A suivi un exposé sur la déesse Sequana, aux sources de la Seine. Le nom de « Sequana » vient du gaulois « seco-vana » signifiant « s’écouler ».
C’est en remontant aux sources de la Seine, à une trentaine de kilomètres à l’ouest de Dijon, sur la commune de Source-Seine, que l’étymologie prend son sens. Les eaux mères qui s’écoulent dans le vallon étaient vénérées par les Gaulois qui y déposèrent des offrandes jusqu’au cinquième siècle après J.-C. La sculpture en bronze découverte en 1933 aux sources de la Seine représentant Dea Sequana est exceptionnelle par son originalité. La déesse figure debout sur un bateau avec une figure de proue en tête de canard, laquelle tient dans son bec une petite boule. L’association de la déesse avec un oiseau migrateur peut être comparée à une représentation d’une autre divinité celtique Minerva Sulis, à Bath, en Grande Bretagne. Le lien entre Sequana et Minerva Sulis est si étroit qu’il n’y a plus à douter de la parenté entre ces déesses fluviales et solaires, qui de février à mai, naviguent pour accoucher de la lumière… Telle la figure de proue de Sequana portant en son bec une petite perle qui va devenir aussi grande que le soleil au point final de la navigation.

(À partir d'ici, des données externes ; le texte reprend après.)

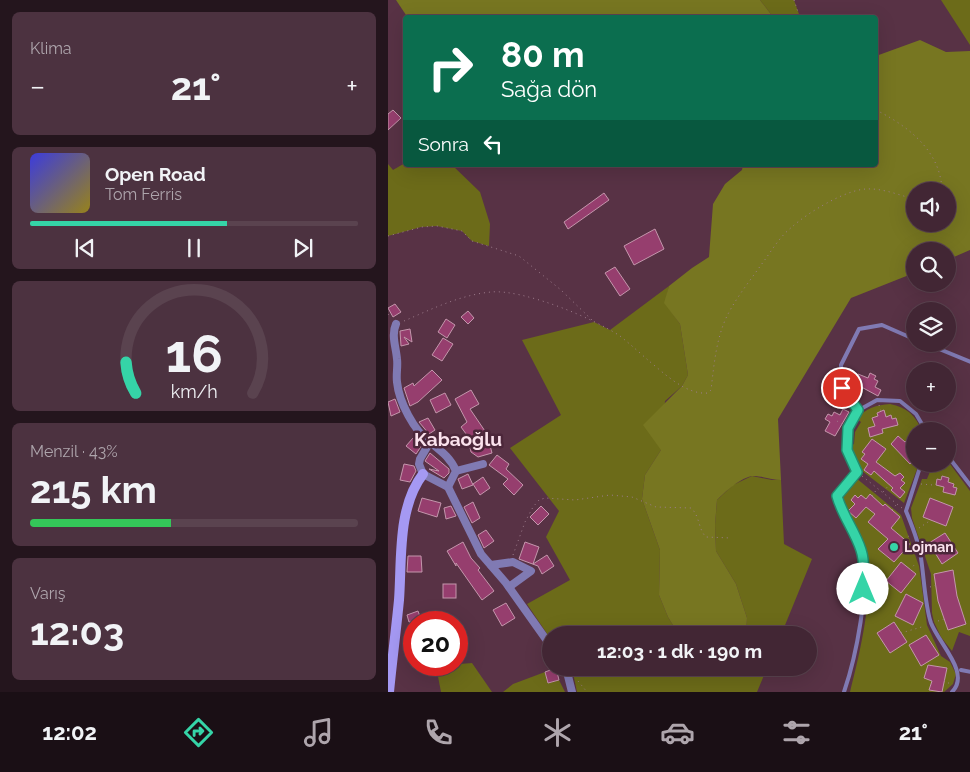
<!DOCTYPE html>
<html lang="tr">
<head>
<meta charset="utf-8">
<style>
	body { margin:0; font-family:Raleway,sans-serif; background:#4c3240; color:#f1f3f6; height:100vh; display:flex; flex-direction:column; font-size:19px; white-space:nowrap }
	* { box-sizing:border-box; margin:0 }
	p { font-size:16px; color:#aea5ac }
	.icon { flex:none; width:28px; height:28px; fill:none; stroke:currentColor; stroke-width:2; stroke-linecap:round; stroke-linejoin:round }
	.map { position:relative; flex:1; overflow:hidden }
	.side { display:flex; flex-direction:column; gap:12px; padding:12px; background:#24151d; width:388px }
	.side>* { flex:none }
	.banner { position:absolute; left:15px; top:15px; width:475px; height:152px; border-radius:5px; box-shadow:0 5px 20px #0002,0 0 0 1px #5a434f; background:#0b6e4f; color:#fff; overflow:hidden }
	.fabs { position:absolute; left:518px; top:182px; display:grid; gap:10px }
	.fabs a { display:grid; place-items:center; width:50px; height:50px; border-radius:50%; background:#422634; box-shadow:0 5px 20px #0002,0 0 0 1px #5a434f; font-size:25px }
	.speed { position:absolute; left:15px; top:611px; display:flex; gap:10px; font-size:25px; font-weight:700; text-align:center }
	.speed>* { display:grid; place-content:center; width:65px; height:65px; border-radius:50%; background:#422634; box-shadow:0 5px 20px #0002,0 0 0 1px #5a434f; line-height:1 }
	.speed .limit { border:8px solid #d22; background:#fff; color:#111 }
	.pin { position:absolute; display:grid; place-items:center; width:42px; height:42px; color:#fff; margin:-21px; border:2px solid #fff; border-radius:50%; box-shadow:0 1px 5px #0007 }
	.me { position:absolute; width:55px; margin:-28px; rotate:0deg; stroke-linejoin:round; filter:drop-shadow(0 0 4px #0008) }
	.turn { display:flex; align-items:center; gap:18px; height:105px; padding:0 15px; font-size:22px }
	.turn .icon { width:65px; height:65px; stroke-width:2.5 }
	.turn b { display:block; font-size:35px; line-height:42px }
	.then { display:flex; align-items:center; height:48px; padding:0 15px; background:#0003; gap:10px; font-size:19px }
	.big { font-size:38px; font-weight:700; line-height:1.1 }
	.side .widget { flex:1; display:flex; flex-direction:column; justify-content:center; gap:8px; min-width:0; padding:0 18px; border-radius:8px; background:#4c3240 }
	.side .dial { align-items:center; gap:0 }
	.dial svg { height:130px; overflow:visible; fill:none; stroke:#5a434f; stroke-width:7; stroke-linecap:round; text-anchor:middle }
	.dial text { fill:#f1f3f6; stroke:none }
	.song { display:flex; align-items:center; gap:15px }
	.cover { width:60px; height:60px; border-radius:8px; background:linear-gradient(135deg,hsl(240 70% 55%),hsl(50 70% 35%)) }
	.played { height:5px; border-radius:2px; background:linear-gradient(90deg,#35d4a7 60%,#5a434f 60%) }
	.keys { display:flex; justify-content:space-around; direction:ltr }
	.heat { display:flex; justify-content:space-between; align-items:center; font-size:28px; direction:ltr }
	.charge { height:8px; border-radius:4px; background:linear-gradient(90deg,#34c759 43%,#5a434f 0) }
	.trip { position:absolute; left:154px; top:626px; width:275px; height:50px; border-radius:25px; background:#422634; box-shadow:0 5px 20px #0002,0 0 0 1px #5a434f; font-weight:700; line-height:50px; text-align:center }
	.tab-bar { display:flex; height:80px; justify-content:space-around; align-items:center; background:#1a0f15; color:#aea5ac }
	.tab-bar .icon { width:35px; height:35px }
	.tab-bar .selected { color:#35d4a7 }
	.tab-bar b { font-size:22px; color:#f1f3f6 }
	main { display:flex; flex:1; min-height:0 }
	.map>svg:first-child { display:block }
</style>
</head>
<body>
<main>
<section class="side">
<div class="widget"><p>Klima</p>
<div class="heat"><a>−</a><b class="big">21°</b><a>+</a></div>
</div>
<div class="widget">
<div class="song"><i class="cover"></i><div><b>Open Road</b><p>Tom Ferris</p></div></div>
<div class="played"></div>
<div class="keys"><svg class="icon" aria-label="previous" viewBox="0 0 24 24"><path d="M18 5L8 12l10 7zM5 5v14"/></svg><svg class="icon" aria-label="pause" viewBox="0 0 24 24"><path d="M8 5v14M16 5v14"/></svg><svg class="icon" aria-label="next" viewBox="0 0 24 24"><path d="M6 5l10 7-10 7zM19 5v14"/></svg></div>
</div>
<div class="widget dial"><svg viewBox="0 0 100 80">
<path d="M14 69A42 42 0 1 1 86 69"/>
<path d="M14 69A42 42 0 0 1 8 50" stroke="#35d4a7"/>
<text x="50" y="56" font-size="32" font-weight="700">16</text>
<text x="50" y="72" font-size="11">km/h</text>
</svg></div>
<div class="widget"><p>Menzil · 43%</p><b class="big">215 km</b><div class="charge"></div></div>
<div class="widget"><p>Varış</p><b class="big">12:03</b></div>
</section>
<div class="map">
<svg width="583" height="692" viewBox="0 0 583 692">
	<rect width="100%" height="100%" fill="#583245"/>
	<g fill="#6c6b19">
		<polygon points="372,0 406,0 412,17 385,17"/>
		<polygon points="553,0 582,0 582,45"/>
		<polygon points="17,163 18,165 64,165 92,192 102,224 101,246 84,241 74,231 49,226 33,227 0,236 0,164 5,170"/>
		<polygon points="281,286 277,303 292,324 300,375 294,386 277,401 273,450 257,475 254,499 272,550 271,595 280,617 291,635 162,635 162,638 139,604 182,580 158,537 171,511 122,448 173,415 134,340 206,322 222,330"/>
		<path d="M502,404C519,407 528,416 534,431H526V464H531L516,503L469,467L461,447L466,444L467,432L473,422L469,419C477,408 489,405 502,404Z"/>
		<polygon points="559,460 582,491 582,636 571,632 564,651 553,637 546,622 544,613 543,574 524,518 523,508 534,479 539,479 545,464 559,464"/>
		<polygon points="364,476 384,480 393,480 396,544 424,559 393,635 358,635 359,618 348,584 328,551 327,525 329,500 345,485"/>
		<path d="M468,478L513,515L531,566L539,625L553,656L562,662L568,674L565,684L556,692H462C472,653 486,595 478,555C476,544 471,533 465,523C461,516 452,509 453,500C454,491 462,484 468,478Z"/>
		<polygon points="84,663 104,692 53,692 48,666"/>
		<polygon points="184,668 314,668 316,671 330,672 340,668 379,668 369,692 189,692"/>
		<polygon points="157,672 160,683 171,680 177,692 115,692 125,684"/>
	</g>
	<g fill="#777621" fill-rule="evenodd">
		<polygon points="8,0 372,0 385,17 20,18"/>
		<path d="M532,40L558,52L582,51V250L559,260V251H526V273L463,298L390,419L393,480C384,480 375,476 365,476C353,477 337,492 329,500L327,525L328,551L348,584L359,618L358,635H291L280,617L271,595L272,550L254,499L257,475L273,450L255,425L294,386L300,375L292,324L276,303L281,286L304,268L321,257L325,204L337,184L354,170L355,165H488V56ZM559,191V224H526V191Z"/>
	</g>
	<g fill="#963e6e" stroke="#c496ac">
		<polygon points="5,110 13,118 0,130 0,114"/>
		<polygon points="216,193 221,200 180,229 176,222"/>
		<polygon points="267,229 276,249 246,265 236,246"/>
		<polygon points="227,267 242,289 232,296 217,273"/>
		<polygon points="7,304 13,312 5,317 0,308"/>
		<polygon points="80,311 86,318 80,324 73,317"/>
		<polygon points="58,319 67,325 59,338 50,332"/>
		<polygon points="22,329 24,342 16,337 21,344 13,346 12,331"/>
		<polygon points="55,338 65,344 54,361 44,355"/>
		<polygon points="44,370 54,380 30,402 22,406 16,388 25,383 26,386"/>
		<polygon points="482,373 488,376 486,379 490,381 487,387 493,390 490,396 466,383 470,374 480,378"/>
		<polygon points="83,390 91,404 82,409 99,434 104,453 90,457 83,452 81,443 84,442 73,427 79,422 67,399"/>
		<polygon points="57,393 63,405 48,413 42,400"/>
		<polygon points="7,399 12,412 3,416 0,402"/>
		<polygon points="455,409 461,412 447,436 437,431 442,422 437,419 440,414 444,416 446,412 452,415"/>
		<polygon points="496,410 498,417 503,415 504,419 508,418 510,425 494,429 495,433 482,437 480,428 487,426 484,418 490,416 489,413"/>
		<polygon points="40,418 47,430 41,434 31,422"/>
		<polygon points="510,436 517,442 521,439 526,443 523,446 526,449 522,454 526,459 522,464 503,444"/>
		<polygon points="25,438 34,445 28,454 18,446"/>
		<polygon points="484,439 498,449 488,462 507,476 512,473 516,477 513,480 517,483 512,488 517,492 512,498 503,490 505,488 486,471 483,475 476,470 480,464 473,459 477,454 474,452"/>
		<polygon points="42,453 61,469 61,473 56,478 41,469 51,471 37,461"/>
		<polygon points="109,455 121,464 118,469 135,485 126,495 115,484 120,479 101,465"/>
		<polygon points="16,464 26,466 28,471 22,482 12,480"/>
		<polygon points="80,474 85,485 74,489 70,479"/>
		<polygon points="554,476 561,478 560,482 566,484 565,487 569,488 567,495 555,492 556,487 548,485 549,479 553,480"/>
		<polygon points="95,477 102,488 92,495 85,484"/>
		<polygon points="482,494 495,506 497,504 512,517 503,528 522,544 506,562 490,549 500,539 480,522 487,514 478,507 468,518 460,511 467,504 463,500 467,495 470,498 473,495 478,499"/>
		<polygon points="34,498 53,503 49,517 30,511"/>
		<polygon points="542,498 565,507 558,526 535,517"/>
		<polygon points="85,502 92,518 84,523 76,507"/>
		<polygon points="63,506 68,516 58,519 56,508"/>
		<polygon points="153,506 161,514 150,525 142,517"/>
		<polygon points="98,530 106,541 96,548 90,535"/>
		<polygon points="557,533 570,553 554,564 541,543"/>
		<polygon points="75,542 83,558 92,568 90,570 106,591 94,600 68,563 68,566 59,551"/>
		<polygon points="137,542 151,547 145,564 159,555 166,566 154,574 150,566 131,559"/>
		<polygon points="20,556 33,556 34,572 19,572"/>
		<polygon points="513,562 528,574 513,593 498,581"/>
		<polygon points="565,570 569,596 578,624 560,630 550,601 546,574"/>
		<rect x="55" y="584" width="13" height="14"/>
		<polygon points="518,594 535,603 525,625 507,616"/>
		<polygon points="118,603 127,618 114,626 105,610"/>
		<polygon points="30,611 34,622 21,622 19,615"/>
		<polygon points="506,622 519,642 502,653 489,633"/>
		<polygon points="538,635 551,655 533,666 521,645"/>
		<polygon points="540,665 559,668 554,692 541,690 544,681 536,678"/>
		<polygon points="168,668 171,680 160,683 157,672"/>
	</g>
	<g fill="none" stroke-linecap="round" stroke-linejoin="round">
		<g stroke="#9e7d8d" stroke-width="1" stroke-dasharray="1 4" stroke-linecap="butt">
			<polyline points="406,0 412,18"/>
			<path d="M488,110C520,126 553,151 554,191"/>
			<polyline points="0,236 34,227 49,226 74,231 84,241 131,256 173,290 204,320"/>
			<polyline points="0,314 3,318"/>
			<path d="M16,321C44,309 72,295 103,292C135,289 205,318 232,336C242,344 252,353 261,361C277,374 298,395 320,393L323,390C326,365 328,339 339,316C348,298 361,282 373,265C383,252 391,237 404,227C419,213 457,190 478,189C494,188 511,195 526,199"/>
			<polyline points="491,405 493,411"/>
			<polyline points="449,421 455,425"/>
			<polyline points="524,451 526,453"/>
			<polyline points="474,476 514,508"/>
			<polyline points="533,484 545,485"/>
			<polyline points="495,492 501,485"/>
			<polyline points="484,496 489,489"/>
			<polyline points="504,510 508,505"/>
			<polyline points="531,528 543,520"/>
			<polyline points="516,540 522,535"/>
			<polyline points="539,553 545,549"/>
			<path d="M125,555L137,522L145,507L151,500L157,498L187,500L222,495L244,497L268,507L303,508C312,516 310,529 318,537L343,538"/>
			<polyline points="522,570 527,564"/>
			<polyline points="542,587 548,585"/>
			<polyline points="550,621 556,619"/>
			<polyline points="513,633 537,626"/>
			<polyline points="556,680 562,684"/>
			<polyline points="190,681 199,692"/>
		</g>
		<g stroke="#807ab3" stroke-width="4">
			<polyline points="539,344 583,362"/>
			<polyline points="471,410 454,388 453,365 471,329 494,325 526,339"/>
			<polyline points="559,455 583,486"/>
			<path d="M533,464L518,511C524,526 531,542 533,558C536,577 537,606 543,623C551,644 583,673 564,692"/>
			<polyline points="573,670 583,672"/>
			<path d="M456,692C468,657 482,588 474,552C470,537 460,525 453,511C451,506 450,501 449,496L469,472L459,450L460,428L471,410L489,400L512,401L528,414L538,431"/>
		</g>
		<g stroke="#807ab3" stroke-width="8">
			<path d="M8,324C3,335 8,347 9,359C10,366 8,374 9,382C11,402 26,431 42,442L32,459L31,464L35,474L60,487L93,554L118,583L162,645"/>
			<path d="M42,442C53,451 63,458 68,471L60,487"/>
			<polyline points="68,471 95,464"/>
			<polyline points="103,565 125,562 143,571 121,587"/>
			<polyline points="178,668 184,692"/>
		</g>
		<path stroke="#a599f3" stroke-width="10" d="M1,692C4,661 8,631 11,600C14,560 9,508 35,474"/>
	</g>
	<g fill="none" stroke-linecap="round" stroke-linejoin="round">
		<g stroke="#228a6d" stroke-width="12">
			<path id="route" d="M454,388L470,410L460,428L459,450L469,472L449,496C454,515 467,531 473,550C477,562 476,577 475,589"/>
		</g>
		<use href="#route" stroke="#35d4a7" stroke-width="9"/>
	</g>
	<circle fill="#35d4a7" stroke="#4c273a" stroke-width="2" cx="506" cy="547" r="5"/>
	<g text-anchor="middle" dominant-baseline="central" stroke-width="5" stroke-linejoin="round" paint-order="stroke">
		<g font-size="14" font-weight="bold" fill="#fbe2ed" stroke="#4c273a" text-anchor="start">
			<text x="516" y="547">Lojman</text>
		</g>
		<g font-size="19" font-weight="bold" fill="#fbe2ed" stroke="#4c273a">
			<text x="70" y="439">Kabaoğlu</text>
		</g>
	</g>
</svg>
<div class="fabs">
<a><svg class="icon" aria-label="sound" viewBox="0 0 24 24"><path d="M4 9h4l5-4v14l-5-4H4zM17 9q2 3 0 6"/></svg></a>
<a><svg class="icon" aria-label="search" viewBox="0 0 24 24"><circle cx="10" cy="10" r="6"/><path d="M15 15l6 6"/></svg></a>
<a><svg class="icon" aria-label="layers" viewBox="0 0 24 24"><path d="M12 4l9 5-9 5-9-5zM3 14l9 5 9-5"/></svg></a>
<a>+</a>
<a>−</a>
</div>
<div class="speed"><div class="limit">20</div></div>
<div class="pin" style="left:454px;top:388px;background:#d93025"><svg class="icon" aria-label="arrive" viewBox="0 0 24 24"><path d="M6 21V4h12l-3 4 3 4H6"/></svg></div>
<svg class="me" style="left:475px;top:589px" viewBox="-20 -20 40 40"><circle r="19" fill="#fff"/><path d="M0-13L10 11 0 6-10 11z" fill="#35d4a7"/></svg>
<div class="trip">12:03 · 1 dk · 190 m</div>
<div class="banner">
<div class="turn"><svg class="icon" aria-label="right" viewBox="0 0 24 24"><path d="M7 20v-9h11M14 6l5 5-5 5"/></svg><div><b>80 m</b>Sağa dön</div></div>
<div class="then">Sonra<svg class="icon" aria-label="left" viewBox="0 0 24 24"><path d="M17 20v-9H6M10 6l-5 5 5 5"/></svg></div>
</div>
</div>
</main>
<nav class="tab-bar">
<b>12:02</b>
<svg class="icon selected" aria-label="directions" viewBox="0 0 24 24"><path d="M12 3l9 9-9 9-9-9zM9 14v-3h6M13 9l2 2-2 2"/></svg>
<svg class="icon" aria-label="music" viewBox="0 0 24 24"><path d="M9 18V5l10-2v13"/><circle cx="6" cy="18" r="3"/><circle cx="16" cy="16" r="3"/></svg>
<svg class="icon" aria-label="phone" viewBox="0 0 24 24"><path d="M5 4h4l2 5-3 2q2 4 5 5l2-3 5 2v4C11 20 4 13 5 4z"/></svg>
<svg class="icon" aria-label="climate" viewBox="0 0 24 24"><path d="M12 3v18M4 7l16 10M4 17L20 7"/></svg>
<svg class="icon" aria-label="car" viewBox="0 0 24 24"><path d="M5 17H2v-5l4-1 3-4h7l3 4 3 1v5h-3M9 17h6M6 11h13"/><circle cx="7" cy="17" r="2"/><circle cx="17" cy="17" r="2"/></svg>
<svg class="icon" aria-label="filters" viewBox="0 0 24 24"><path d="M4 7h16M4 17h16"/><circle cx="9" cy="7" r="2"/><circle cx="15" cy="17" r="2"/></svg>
<b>21°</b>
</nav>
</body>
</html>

Bernard Rio a ensuite évoqué le combat des arbres, dans le texte latin « La Pharsale » de Lucain où il est question de la disparition au 1er siècle avant J.-C. d’une légion romaine dans une forêt identifiée comme celle de la Sainte-Baume. S’en suit une digression sur l’alphabet des arbres, les oghams, l’enseignement des arbres et le symbolisme de l’homme sage, Merlin, qui s’ensauvage dans la forêt et se perche dans l’arbre. Cette figure commune à plusieurs récits mythologiques renvoie au détachement, à l’élévation spirituelle et au passage dans l’autre monde.
L’if, ce feuillu qui ne perd pas ses feuilles en hiver, qui porte des fruits rouges, – le sang – est représentatif de ce passage d’un monde à l’autre, le vert des feuilles symbolisant l’immortalité et les fruits, toxiques, représentant la mort.
Bernard Rio a évoqué le rapport entre le monde celtique et la période romane, avec le passage de l’abstraction à la figuration, , à l’opposé des courants des XIXème ou XXème siècle qui sont passés de la figuration à l’abstraction, en prenant l’exemple des chapiteaux de l’église Saint-Guénolé de Locquénolé où le premier chapiteau en entrant par le portail sud est une représentation abstraite de l’homme alors qu’en sortant par le portail nord, le chapiteau est montre une figure abstraite (la photo).
A travers les nombreux exemples et aller-retour entre la mythologie celtique, les textes de l’antiquité gréco-romaine, les hagiographies chrétiennes, la littérature médiévale et le folklore, cette conférence a montré la richesse et la complexité de la matière celtique.
Notes :
Marie-Louise Sjoesdedt, « Dieux et héros des Celtes », Presses Universitaires de France, Paris, 1940, réédition Terre de Brume, rennes, 1993, p 19
2 Pline l’ancien, « Histoire naturelle » XXIX, 29-54, traduction J. André, Les Belles Lettres, Paris, 1962
3 Rig Véda, X, 121, traduction Louis Renou, « Hymnes et prières du Veda », p 123, Maisonneuve, Paris, 1938.
Bibliographie : « Le vrai savoir des druides », Bernard Rio, collection Vega, éditions Trédaniel, 264 pages, 21 euros, parution avril 2025.